Dataset content section start
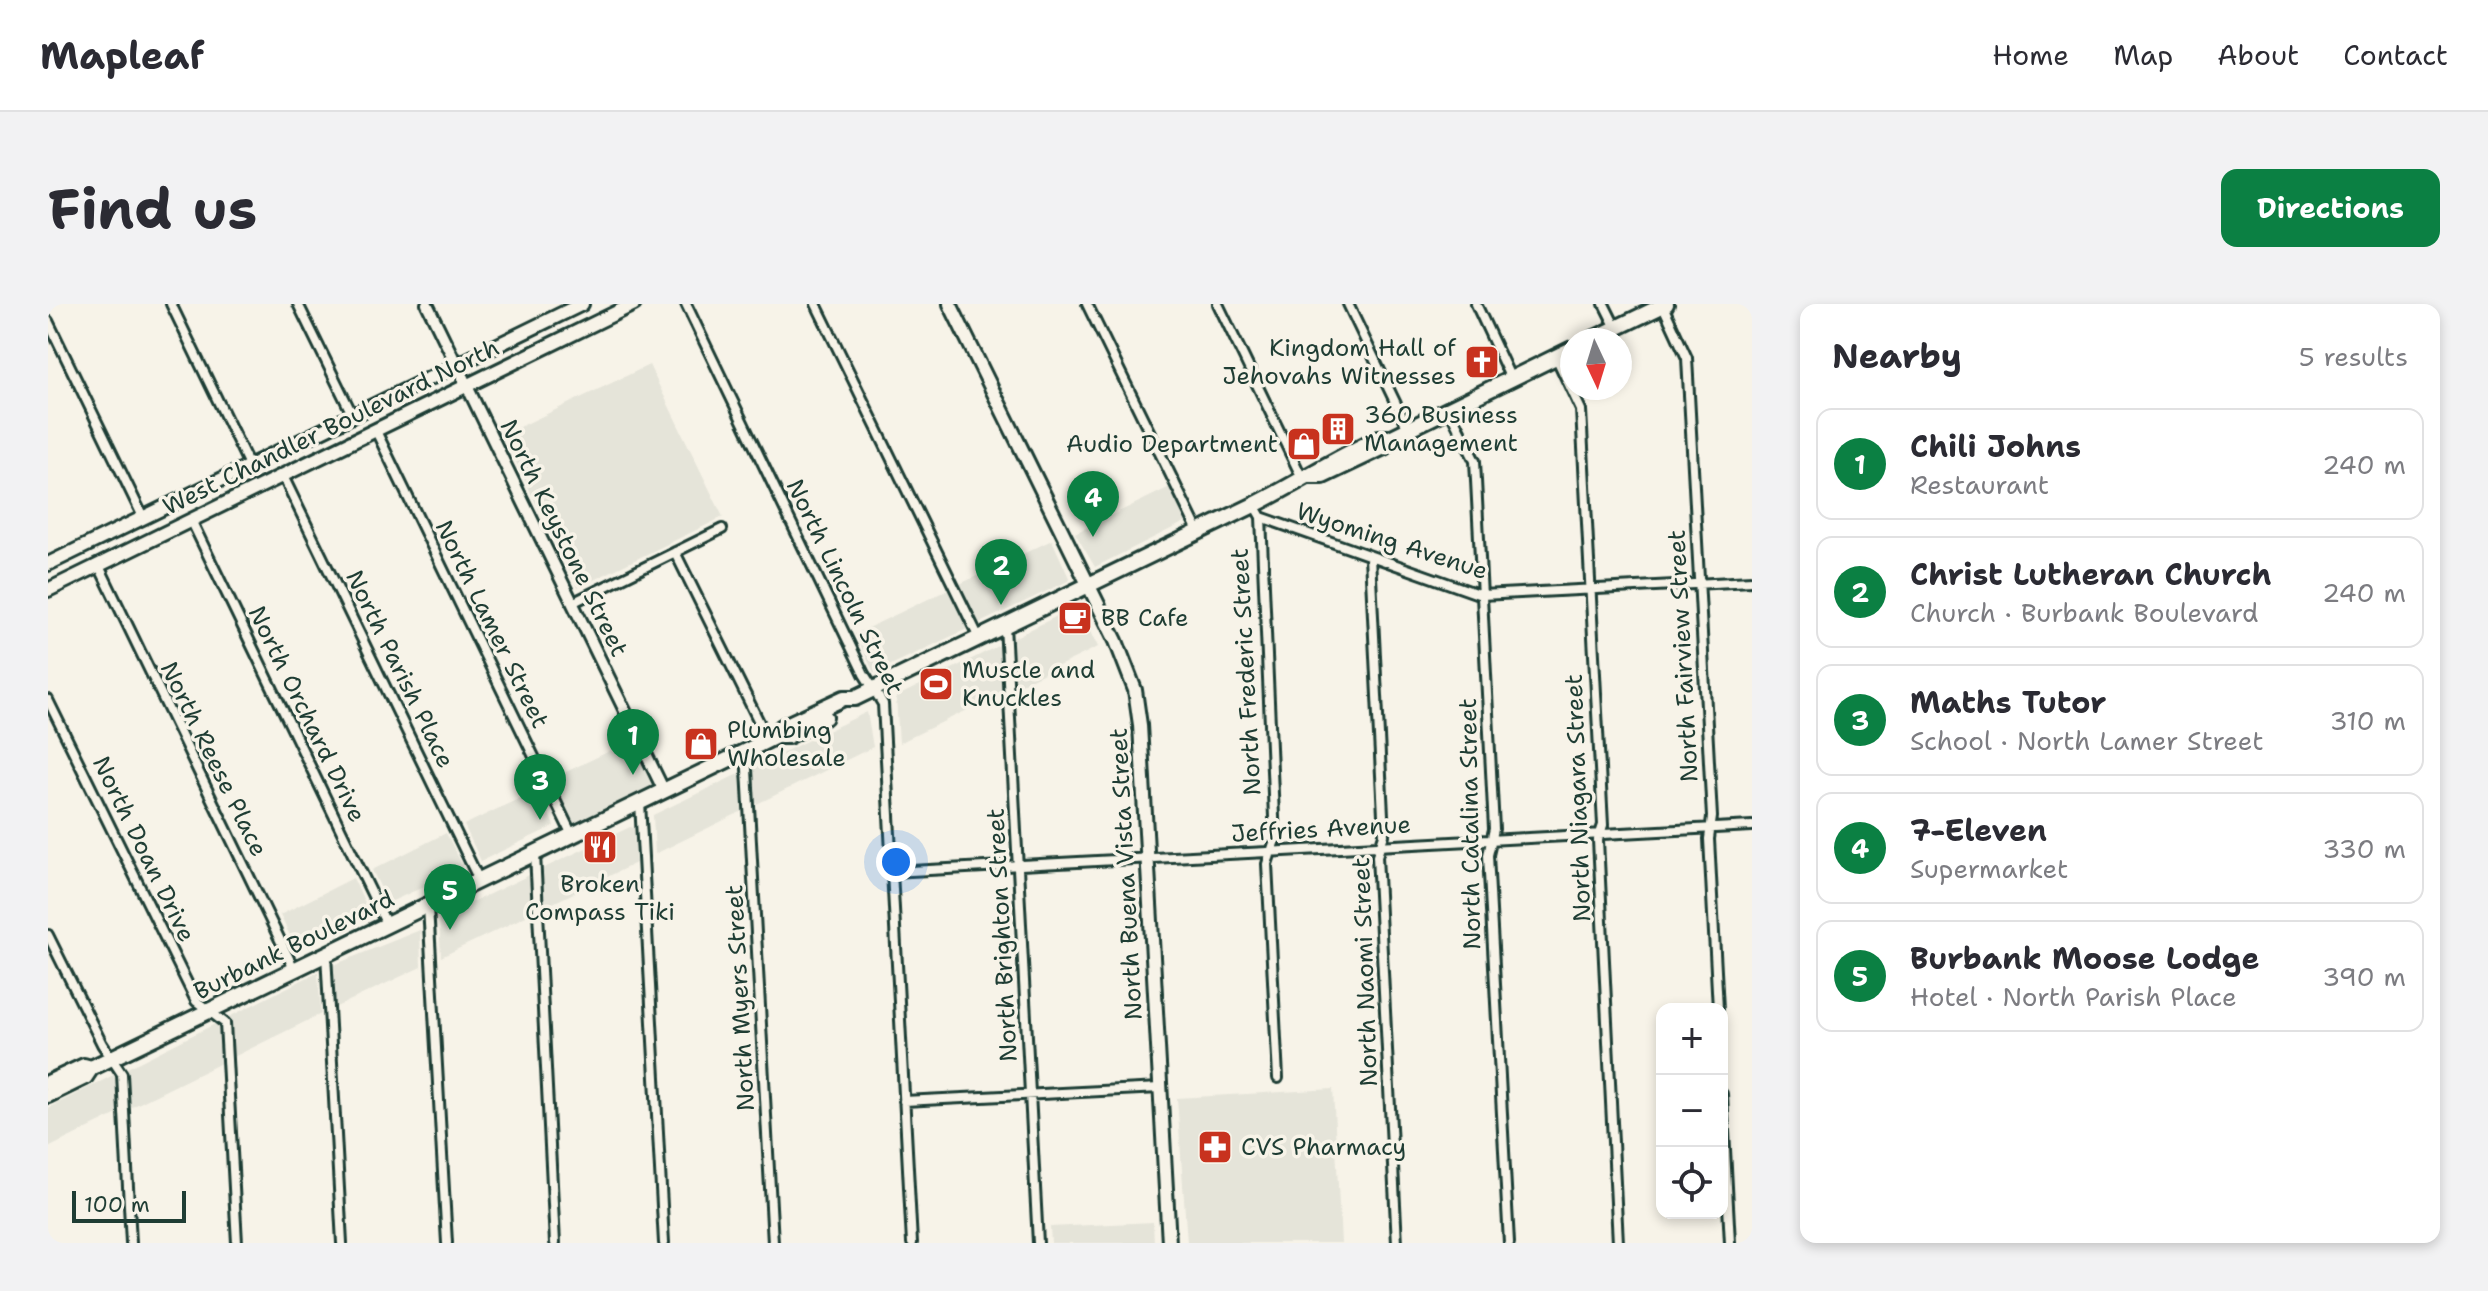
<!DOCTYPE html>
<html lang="en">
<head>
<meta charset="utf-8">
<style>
  body { margin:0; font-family:"Shantell Sans",sans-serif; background:#f2f2f3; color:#2b2b33 }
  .controls { position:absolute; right:24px; bottom:24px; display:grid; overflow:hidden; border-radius:16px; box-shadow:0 4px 12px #0003 }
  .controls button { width:72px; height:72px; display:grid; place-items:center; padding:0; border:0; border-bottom:2px solid #e1e1e2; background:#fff; color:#2b2b33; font:40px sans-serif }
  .compass { position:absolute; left:1512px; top:24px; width:72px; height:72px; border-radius:50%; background:#fff; box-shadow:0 4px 12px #0003; rotate:176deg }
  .scale { position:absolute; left:24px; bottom:20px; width:114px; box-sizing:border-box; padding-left:8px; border:4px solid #1f3d34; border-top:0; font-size:22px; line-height:28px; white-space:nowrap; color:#1f3d34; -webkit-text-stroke:6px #f7f3e8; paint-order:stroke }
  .you { position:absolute; left:848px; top:558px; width:28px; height:28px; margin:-20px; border:6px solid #fff; border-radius:50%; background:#1a73e8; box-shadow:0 0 0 12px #1a73e833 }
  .badge { display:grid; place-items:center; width:52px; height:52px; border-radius:50%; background:#0b8043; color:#fff; font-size:26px; font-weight:700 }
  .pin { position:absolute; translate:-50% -66px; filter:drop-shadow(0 2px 4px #0008) }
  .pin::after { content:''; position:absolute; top:42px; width:28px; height:24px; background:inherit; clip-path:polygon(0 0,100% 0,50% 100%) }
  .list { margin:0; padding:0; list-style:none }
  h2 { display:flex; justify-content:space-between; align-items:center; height:104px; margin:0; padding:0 32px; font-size:34px }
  h2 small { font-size:26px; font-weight:400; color:#7c7c81 }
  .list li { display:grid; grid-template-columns:52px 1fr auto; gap:24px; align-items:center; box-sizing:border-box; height:112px; margin:0 16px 16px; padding:0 16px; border:2px solid #e1e1e2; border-radius:16px }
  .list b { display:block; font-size:30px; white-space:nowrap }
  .list p { margin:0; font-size:26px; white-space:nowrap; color:#7c7c81 }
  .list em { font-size:26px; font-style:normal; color:#7c7c81 }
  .icon { flex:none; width:44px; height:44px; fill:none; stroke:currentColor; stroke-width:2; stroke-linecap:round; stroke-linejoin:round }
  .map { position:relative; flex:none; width:1704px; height:939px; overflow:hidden; border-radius:16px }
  header { display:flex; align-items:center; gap:48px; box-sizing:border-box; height:112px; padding:0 40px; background:#fff; border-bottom:2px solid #e1e1e2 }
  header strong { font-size:38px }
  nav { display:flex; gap:44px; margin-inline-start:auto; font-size:28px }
  .intro { display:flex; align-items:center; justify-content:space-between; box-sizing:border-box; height:192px; padding:0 48px }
  h1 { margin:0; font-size:56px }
  .button { padding:20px 36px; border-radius:16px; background:#0b8043; color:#fff; font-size:28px; font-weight:700 }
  main { display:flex; gap:48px; padding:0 48px }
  aside { flex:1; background:#fff; border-radius:16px; box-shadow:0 4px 12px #0003 }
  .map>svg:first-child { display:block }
  .built { fill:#e5e4d9 }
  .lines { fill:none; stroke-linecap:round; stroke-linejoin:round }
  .minor-casing { stroke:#1f3d34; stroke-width:14 }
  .tertiary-casing { stroke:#1f3d34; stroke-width:16 }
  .secondary-casing { stroke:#1f3d34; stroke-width:18 }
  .primary-casing { stroke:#1f3d34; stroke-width:20 }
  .minor { stroke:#f7f3e8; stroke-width:8 }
  .tertiary { stroke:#f7f3e8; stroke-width:10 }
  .secondary { stroke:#f7f3e8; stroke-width:12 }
  .primary { stroke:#f7f3e8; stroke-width:14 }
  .labels { text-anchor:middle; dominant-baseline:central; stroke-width:7; stroke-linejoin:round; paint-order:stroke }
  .poi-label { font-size:24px; fill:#1f3d34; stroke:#f7f3e8; text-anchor:start }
  .street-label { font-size:24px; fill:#1f3d34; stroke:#f7f3e8 }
</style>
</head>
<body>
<header>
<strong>Mapleaf</strong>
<nav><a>Home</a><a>Map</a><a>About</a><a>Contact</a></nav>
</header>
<div class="intro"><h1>Find us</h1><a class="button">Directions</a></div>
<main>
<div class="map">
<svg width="1704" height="939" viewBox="0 0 1704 939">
  <rect width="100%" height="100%" fill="#f7f3e8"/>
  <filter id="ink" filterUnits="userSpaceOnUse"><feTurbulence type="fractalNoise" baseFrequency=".0125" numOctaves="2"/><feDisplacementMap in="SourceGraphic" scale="16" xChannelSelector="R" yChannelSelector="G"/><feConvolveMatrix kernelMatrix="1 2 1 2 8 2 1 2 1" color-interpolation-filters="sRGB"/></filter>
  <g filter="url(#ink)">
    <!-- built -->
    <path class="built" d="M601 61 675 213 529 284 455 131Z
      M1122 183 1139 217 1047 263 1027 229Z
      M1004 236 1022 276 826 369 807 330Z
      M1031 301 1050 343 851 439 848 393Z
      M819 408 825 443 607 550 605 511Z
      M591 433 612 485 523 529 497 478Z
      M491 485 506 522 433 557 416 521Z
      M582 523 586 524 588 559 393 653 391 614Z
      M398 529 415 562 412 566 340 599 324 566Z
      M305 574 321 607 319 611 252 645 248 644 232 611Z
      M372 626 373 663 286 704 283 662Z
      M270 668 273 710 0 844V804Z
      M1285 785 1293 939H1139L1129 794Z
      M1105 918 1106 939H1003L1002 923Z"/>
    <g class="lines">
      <!-- minor casing -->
      <g class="minor-casing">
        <path id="minor" d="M123 0 201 161
          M250 0 305 112
          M638 0 816 370 835 400 864 939
          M768 0 931 334
          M1039 0 1150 227
          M1170 0 1255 176
          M1300 0 1360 125
          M1428 0 1463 75
          M1556 0 1568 24
          M1615 2 1639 54 1664 513 1661 535 1670 705
          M0 17 95 213
          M1508 53 1533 106 1555 521 1550 536 1570 939
          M1401 105 1427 157 1446 525 1440 551 1461 939
          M328 127 524 531
          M235 172 431 576
          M1206 201 1213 213 1227 536 1219 560 1230 774
          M1213 213 1433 291 1704 277
          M143 216 339 621
          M627 248 720 436
          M1322 253 1336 531 1329 552 1349 939
          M51 262 246 665
          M526 298 674 225
          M957 321 990 939
          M0 396 148 697 177 719 189 939
          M698 447 725 939
          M592 498 616 939
          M487 550 507 939
          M844 568 1704 522
          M380 602 399 939
          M0 631 54 740 74 770 83 939
          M278 650 294 939
          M1674 790 1682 939
          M856 797 1112 784"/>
      </g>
      <!-- tertiary casing -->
      <g class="tertiary-casing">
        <path id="tertiary" d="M379 0 616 487"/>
      </g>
      <!-- secondary casing -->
      <g class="secondary-casing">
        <path id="secondary" d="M902 0 1068 337 1087 386 1092 421 1121 939
          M0 260 534 0
          M0 286 586 0"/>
      </g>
      <!-- primary casing -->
      <g class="primary-casing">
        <path id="primary" d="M1543 36 1618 0
          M1263 172H1275L1336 143 1342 134
          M728 432H740L777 413
          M0 779 36 762 43 764 698 447 728 432 734 423 796 394H807L1206 201C1250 179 1287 154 1331 134H1342L1524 45
          M0 791 37 773 43 764"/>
      </g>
      <!-- minor -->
      <use href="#minor" class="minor"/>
      <!-- tertiary -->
      <use href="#tertiary" class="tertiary"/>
      <!-- secondary -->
      <use href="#secondary" class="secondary"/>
      <!-- primary -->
      <use href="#primary" class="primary"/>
    </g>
  </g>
  <!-- icons -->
  <defs>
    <g id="church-square" transform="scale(1.8)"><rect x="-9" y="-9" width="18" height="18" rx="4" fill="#c8321e" stroke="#f7f3e8"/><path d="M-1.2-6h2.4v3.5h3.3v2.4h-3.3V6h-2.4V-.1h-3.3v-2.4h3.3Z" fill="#fff"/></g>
    <g id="building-square" transform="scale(1.8)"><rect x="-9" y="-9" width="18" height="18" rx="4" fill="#c8321e" stroke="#f7f3e8"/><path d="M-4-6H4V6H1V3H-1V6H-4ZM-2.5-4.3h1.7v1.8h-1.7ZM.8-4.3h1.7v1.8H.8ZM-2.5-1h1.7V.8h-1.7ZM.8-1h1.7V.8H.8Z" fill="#fff"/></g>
    <g id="shop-square" transform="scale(1.8)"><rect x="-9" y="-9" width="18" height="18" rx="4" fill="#c8321e" stroke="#f7f3e8"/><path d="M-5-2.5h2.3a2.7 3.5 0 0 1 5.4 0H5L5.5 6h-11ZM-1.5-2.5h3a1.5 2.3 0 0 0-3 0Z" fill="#fff"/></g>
    <g id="cafe-square" transform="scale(1.8)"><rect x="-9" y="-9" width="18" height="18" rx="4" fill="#c8321e" stroke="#f7f3e8"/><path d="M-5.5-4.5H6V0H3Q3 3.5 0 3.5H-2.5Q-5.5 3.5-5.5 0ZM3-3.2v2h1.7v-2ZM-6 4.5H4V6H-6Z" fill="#fff"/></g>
    <g id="stadium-square" transform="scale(1.8)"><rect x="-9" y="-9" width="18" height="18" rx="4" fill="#c8321e" stroke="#f7f3e8"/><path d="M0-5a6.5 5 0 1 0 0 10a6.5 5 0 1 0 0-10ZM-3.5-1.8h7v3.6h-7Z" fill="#fff"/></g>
    <g id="restaurant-square" transform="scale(1.8)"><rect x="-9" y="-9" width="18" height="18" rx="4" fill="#c8321e" stroke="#f7f3e8"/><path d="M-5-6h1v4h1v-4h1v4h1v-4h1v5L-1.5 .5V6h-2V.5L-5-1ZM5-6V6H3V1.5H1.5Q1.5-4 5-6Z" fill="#fff"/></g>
    <g id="pharmacy-square" transform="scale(1.8)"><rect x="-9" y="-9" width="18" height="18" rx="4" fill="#c8321e" stroke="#f7f3e8"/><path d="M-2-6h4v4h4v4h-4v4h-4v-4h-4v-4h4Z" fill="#fff"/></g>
  </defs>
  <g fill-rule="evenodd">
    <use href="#church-square" x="1434" y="58"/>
    <use href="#building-square" x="1290" y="125"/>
    <use href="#shop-square" x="1256" y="140"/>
    <use href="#cafe-square" x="1027" y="314"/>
    <use href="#stadium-square" x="888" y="380"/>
    <use href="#shop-square" x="653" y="440"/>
    <use href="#restaurant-square" x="552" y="543"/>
    <use href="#pharmacy-square" x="1167" y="843"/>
  </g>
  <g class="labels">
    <!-- poi labels -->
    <g class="poi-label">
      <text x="1408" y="44" text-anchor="end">Kingdom Hall of<tspan x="1408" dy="28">Jehovahs Witnesses</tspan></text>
      <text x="1316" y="111">360 Business<tspan x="1316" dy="28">Management</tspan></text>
      <text x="1230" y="140" text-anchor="end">Audio Department</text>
      <text x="1053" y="314">BB Cafe</text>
      <text x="914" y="366">Muscle and<tspan x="914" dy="28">Knuckles</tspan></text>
      <text x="679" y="426">Plumbing<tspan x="679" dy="28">Wholesale</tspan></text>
      <text x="552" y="580" text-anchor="middle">Broken<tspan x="552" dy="28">Compass Tiki</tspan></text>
      <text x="1193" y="843">CVS Pharmacy</text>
    </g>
    <!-- street labels -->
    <g class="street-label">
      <text transform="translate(283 123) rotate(-26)">West Chandler Boulevard North</text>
      <text transform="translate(516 234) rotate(64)">North Keystone Street</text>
      <text transform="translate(1344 237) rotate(18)">Wyoming Avenue</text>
      <text transform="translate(797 283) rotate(64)">North Lincoln Street</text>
      <text transform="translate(444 320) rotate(64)">North Lamer Street</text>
      <text transform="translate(1635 352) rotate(-93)">North Fairview Street</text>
      <text transform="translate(352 365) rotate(64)">North Parish Place</text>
      <text transform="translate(1198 368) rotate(-93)">North Frederic Street</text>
      <text transform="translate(259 410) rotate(64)">North Orchard Drive</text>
      <text transform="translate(166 455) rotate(64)">North Reese Place</text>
      <text transform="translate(1530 494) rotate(-92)">North Niagara Street</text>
      <text transform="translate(1422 520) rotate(-91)">North Catalina Street</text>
      <text transform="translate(1273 525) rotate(-3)">Jeffries Avenue</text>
      <text transform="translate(96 545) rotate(64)">North Doan Drive</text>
      <text transform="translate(1078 570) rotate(-93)">North Buena Vista Street</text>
      <text transform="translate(954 631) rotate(-93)">North Brighton Street</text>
      <text transform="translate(246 641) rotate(-26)">Burbank Boulevard</text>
      <text transform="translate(1317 668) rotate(-92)">North Naomi Street</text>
      <text transform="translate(692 694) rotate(-93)">North Myers Street</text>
    </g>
  </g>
</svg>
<div class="controls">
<button>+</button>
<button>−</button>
<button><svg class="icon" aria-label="locate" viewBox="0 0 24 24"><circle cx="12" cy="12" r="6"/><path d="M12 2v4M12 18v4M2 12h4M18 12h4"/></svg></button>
</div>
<svg class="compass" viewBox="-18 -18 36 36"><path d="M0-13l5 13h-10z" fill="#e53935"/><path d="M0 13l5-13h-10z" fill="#7c7c81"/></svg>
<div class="scale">100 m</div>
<div class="you"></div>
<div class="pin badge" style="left:585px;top:471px">1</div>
<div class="pin badge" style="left:953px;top:301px">2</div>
<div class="pin badge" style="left:492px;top:516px">3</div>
<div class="pin badge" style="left:1045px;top:233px">4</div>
<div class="pin badge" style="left:402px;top:626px">5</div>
</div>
<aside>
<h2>Nearby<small>5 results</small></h2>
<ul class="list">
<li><span class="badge">1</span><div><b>Chili Johns</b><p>Restaurant</p></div><em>240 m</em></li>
<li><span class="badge">2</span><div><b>Christ Lutheran Church</b><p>Church · Burbank Boulevard</p></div><em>240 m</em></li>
<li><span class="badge">3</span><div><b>Maths Tutor</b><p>School · North Lamer Street</p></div><em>310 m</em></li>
<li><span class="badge">4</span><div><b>7-Eleven</b><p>Supermarket</p></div><em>330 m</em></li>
<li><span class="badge">5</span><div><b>Burbank Moose Lodge</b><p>Hotel · North Parish Place</p></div><em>390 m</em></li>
</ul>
</aside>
</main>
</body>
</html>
Dataset content section end
## What you should do
A lone number is the expected answer: the count of lines in these entries holding the string "white".

## Written reply
3